Work instructions: Each entry must appear in the answer exactly as written.

START Supplied material

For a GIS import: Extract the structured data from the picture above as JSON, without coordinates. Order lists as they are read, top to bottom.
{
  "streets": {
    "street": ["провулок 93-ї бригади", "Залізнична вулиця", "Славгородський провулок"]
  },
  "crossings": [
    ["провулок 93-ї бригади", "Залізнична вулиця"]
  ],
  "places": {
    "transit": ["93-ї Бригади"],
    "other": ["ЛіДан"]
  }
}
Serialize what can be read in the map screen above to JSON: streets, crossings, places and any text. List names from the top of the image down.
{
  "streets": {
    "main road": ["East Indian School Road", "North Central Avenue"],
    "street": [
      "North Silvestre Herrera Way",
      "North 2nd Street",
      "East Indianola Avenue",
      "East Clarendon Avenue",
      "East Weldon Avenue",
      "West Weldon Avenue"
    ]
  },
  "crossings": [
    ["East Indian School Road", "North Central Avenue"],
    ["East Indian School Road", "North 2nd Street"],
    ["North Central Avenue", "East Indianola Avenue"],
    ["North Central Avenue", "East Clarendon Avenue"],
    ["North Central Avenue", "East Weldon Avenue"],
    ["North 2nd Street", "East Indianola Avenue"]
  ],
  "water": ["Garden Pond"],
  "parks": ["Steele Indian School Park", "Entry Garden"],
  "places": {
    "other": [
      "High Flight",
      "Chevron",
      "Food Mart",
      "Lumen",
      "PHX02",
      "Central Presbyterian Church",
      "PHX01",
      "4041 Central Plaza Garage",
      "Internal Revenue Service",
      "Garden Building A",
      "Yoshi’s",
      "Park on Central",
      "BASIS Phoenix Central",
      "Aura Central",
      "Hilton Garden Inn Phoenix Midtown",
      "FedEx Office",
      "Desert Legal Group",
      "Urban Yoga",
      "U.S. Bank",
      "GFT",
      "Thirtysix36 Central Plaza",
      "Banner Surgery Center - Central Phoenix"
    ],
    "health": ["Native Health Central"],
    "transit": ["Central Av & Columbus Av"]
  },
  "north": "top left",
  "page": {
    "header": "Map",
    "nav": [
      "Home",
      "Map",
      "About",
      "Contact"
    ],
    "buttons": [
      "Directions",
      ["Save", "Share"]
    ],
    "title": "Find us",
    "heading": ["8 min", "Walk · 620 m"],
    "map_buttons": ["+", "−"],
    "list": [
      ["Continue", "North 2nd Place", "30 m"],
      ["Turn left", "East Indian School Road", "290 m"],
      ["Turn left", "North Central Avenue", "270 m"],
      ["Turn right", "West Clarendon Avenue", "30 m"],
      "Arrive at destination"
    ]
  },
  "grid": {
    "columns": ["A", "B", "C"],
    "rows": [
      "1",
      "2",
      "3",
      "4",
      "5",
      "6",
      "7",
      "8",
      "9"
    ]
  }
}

END Supplied material

Problem solution:
For a GIS import: Extract the structured data from the picture above as JSON, without coordinates. Order lists as they are read, top to bottom.
{
  "streets": {
    "street": ["провулок 93-ї бригади", "Залізнична вулиця", "Славгородський провулок"]
  },
  "crossings": [
    ["провулок 93-ї бригади", "Залізнична вулиця"]
  ],
  "places": {
    "transit": ["93-ї Бригади"],
    "other": ["ЛіДан"]
  }
}
Serialize what can be read in the map screen above to JSON: streets, crossings, places and any text. List names from the top of the image down.
{
  "streets": {
    "main road": ["East Indian School Road", "North Central Avenue"],
    "street": [
      "North Silvestre Herrera Way",
      "North 2nd Street",
      "East Indianola Avenue",
      "East Clarendon Avenue",
      "East Weldon Avenue",
      "West Weldon Avenue"
    ]
  },
  "crossings": [
    ["East Indian School Road", "North Central Avenue"],
    ["East Indian School Road", "North 2nd Street"],
    ["North Central Avenue", "East Indianola Avenue"],
    ["North Central Avenue", "East Clarendon Avenue"],
    ["North Central Avenue", "East Weldon Avenue"],
    ["North 2nd Street", "East Indianola Avenue"]
  ],
  "water": ["Garden Pond"],
  "parks": ["Steele Indian School Park", "Entry Garden"],
  "places": {
    "other": [
      "High Flight",
      "Chevron",
      "Food Mart",
      "Lumen",
      "PHX02",
      "Central Presbyterian Church",
      "PHX01",
      "4041 Central Plaza Garage",
      "Internal Revenue Service",
      "Garden Building A",
      "Yoshi’s",
      "Park on Central",
      "BASIS Phoenix Central",
      "Aura Central",
      "Hilton Garden Inn Phoenix Midtown",
      "FedEx Office",
      "Desert Legal Group",
      "Urban Yoga",
      "U.S. Bank",
      "GFT",
      "Thirtysix36 Central Plaza",
      "Banner Surgery Center - Central Phoenix"
    ],
    "health": ["Native Health Central"],
    "transit": ["Central Av & Columbus Av"]
  },
  "north": "top left",
  "page": {
    "header": "Map",
    "nav": [
      "Home",
      "Map",
      "About",
      "Contact"
    ],
    "buttons": [
      "Directions",
      ["Save", "Share"]
    ],
    "title": "Find us",
    "heading": ["8 min", "Walk · 620 m"],
    "map_buttons": ["+", "−"],
    "list": [
      ["Continue", "North 2nd Place", "30 m"],
      ["Turn left", "East Indian School Road", "290 m"],
      ["Turn left", "North Central Avenue", "270 m"],
      ["Turn right", "West Clarendon Avenue", "30 m"],
      "Arrive at destination"
    ]
  },
  "grid": {
    "columns": ["A", "B", "C"],
    "rows": [
      "1",
      "2",
      "3",
      "4",
      "5",
      "6",
      "7",
      "8",
      "9"
    ]
  }
}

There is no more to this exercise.